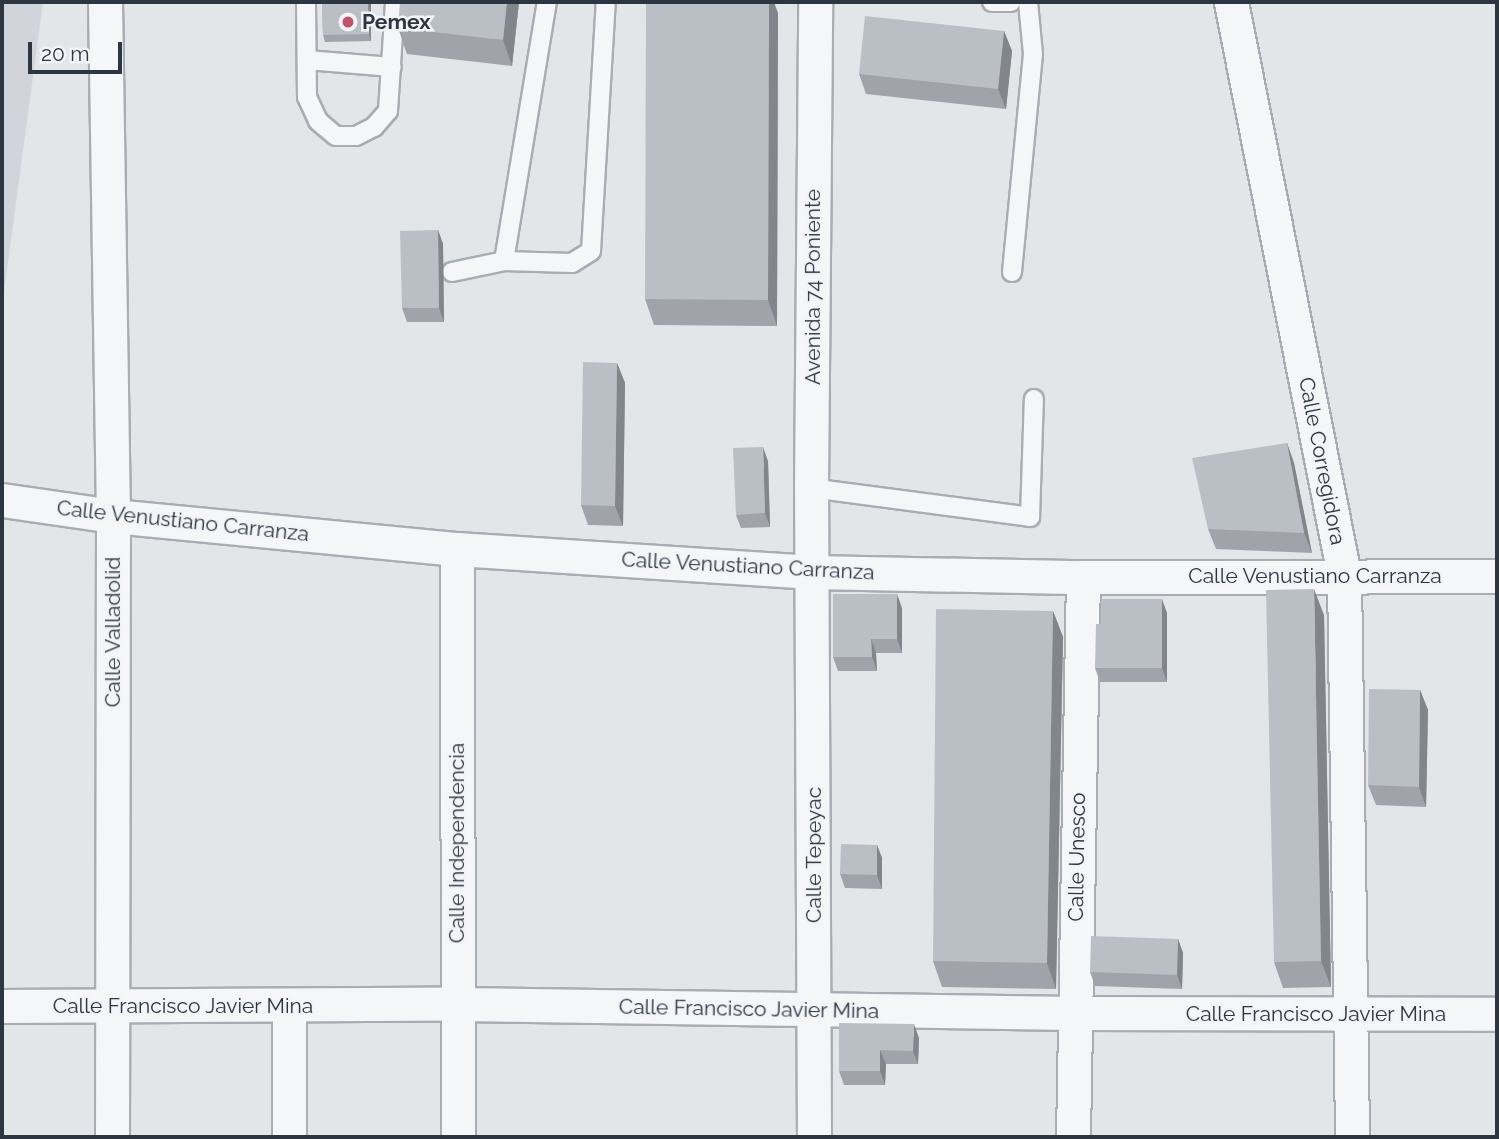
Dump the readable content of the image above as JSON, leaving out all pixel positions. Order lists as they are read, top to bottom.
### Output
{
  "streets": {
    "street": [
      "Avenida 74 Poniente",
      "Calle Corregidora",
      "Calle Venustiano Carranza",
      "Calle Valladolid",
      "Calle Independencia",
      "Calle Tepeyac",
      "Calle Unesco",
      "Calle Francisco Javier Mina"
    ]
  },
  "crossings": [
    ["Avenida 74 Poniente", "Calle Venustiano Carranza"],
    ["Avenida 74 Poniente", "Calle Tepeyac"],
    ["Calle Corregidora", "Calle Venustiano Carranza"],
    ["Calle Corregidora", "Calle Francisco Javier Mina"],
    ["Calle Venustiano Carranza", "Calle Valladolid"],
    ["Calle Venustiano Carranza", "Calle Independencia"],
    ["Calle Venustiano Carranza", "Calle Tepeyac"],
    ["Calle Venustiano Carranza", "Calle Unesco"],
    ["Calle Valladolid", "Calle Francisco Javier Mina"],
    ["Calle Independencia", "Calle Francisco Javier Mina"],
    ["Calle Tepeyac", "Calle Francisco Javier Mina"],
    ["Calle Unesco", "Calle Francisco Javier Mina"]
  ],
  "places": ["Pemex"],
  "scale_bar": "20 m"
}
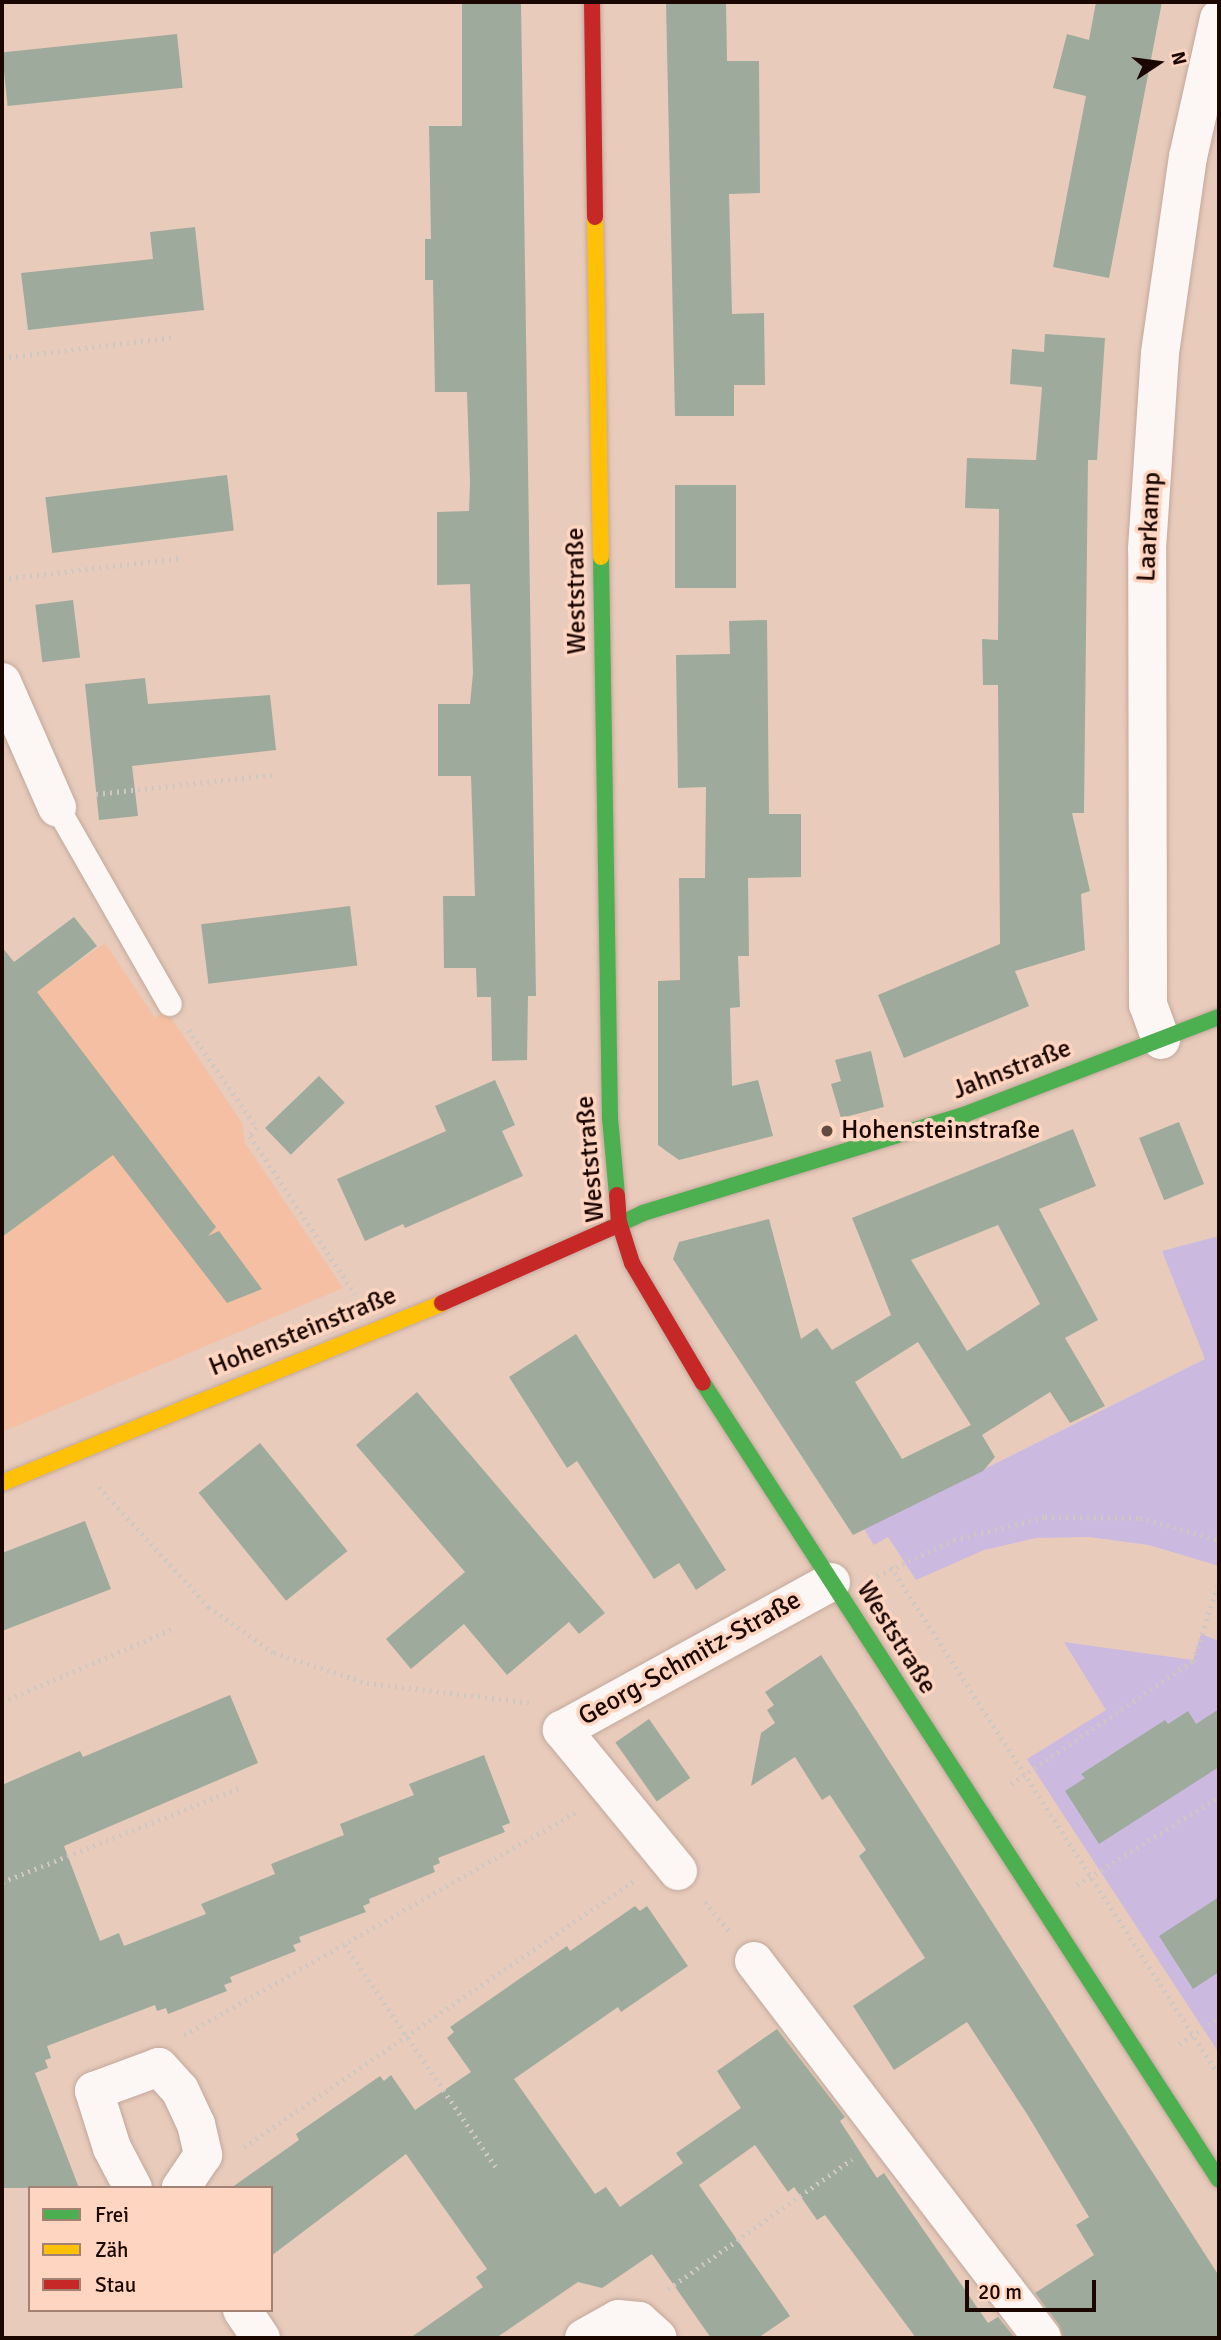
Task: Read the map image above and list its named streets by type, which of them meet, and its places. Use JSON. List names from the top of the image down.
{
  "streets": {
    "street": [
      "Laarkamp",
      "Weststraße",
      "Jahnstraße",
      "Hohensteinstraße",
      "Georg-Schmitz-Straße"
    ]
  },
  "crossings": [
    ["Laarkamp", "Jahnstraße"],
    ["Weststraße", "Jahnstraße"],
    ["Weststraße", "Hohensteinstraße"],
    ["Weststraße", "Georg-Schmitz-Straße"],
    ["Jahnstraße", "Hohensteinstraße"]
  ],
  "places": ["Hohensteinstraße"],
  "legend": ["Frei", "Zäh", "Stau"],
  "scale_bar": "20 m",
  "north": "right"
}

■ ■ ■

Return the whole listing, word for word, and leave out every picture.

◆ SOLUTION FOR THIS TASK:
Dump the readable content of the image above as JSON, leaving out all pixel positions. Order lists as they are read, top to bottom.
### Output
{
  "streets": {
    "street": [
      "Avenida 74 Poniente",
      "Calle Corregidora",
      "Calle Venustiano Carranza",
      "Calle Valladolid",
      "Calle Independencia",
      "Calle Tepeyac",
      "Calle Unesco",
      "Calle Francisco Javier Mina"
    ]
  },
  "crossings": [
    ["Avenida 74 Poniente", "Calle Venustiano Carranza"],
    ["Avenida 74 Poniente", "Calle Tepeyac"],
    ["Calle Corregidora", "Calle Venustiano Carranza"],
    ["Calle Corregidora", "Calle Francisco Javier Mina"],
    ["Calle Venustiano Carranza", "Calle Valladolid"],
    ["Calle Venustiano Carranza", "Calle Independencia"],
    ["Calle Venustiano Carranza", "Calle Tepeyac"],
    ["Calle Venustiano Carranza", "Calle Unesco"],
    ["Calle Valladolid", "Calle Francisco Javier Mina"],
    ["Calle Independencia", "Calle Francisco Javier Mina"],
    ["Calle Tepeyac", "Calle Francisco Javier Mina"],
    ["Calle Unesco", "Calle Francisco Javier Mina"]
  ],
  "places": ["Pemex"],
  "scale_bar": "20 m"
}
Task: Read the map image above and list its named streets by type, which of them meet, and its places. Use JSON. List names from the top of the image down.
{
  "streets": {
    "street": [
      "Laarkamp",
      "Weststraße",
      "Jahnstraße",
      "Hohensteinstraße",
      "Georg-Schmitz-Straße"
    ]
  },
  "crossings": [
    ["Laarkamp", "Jahnstraße"],
    ["Weststraße", "Jahnstraße"],
    ["Weststraße", "Hohensteinstraße"],
    ["Weststraße", "Georg-Schmitz-Straße"],
    ["Jahnstraße", "Hohensteinstraße"]
  ],
  "places": ["Hohensteinstraße"],
  "legend": ["Frei", "Zäh", "Stau"],
  "scale_bar": "20 m",
  "north": "right"
}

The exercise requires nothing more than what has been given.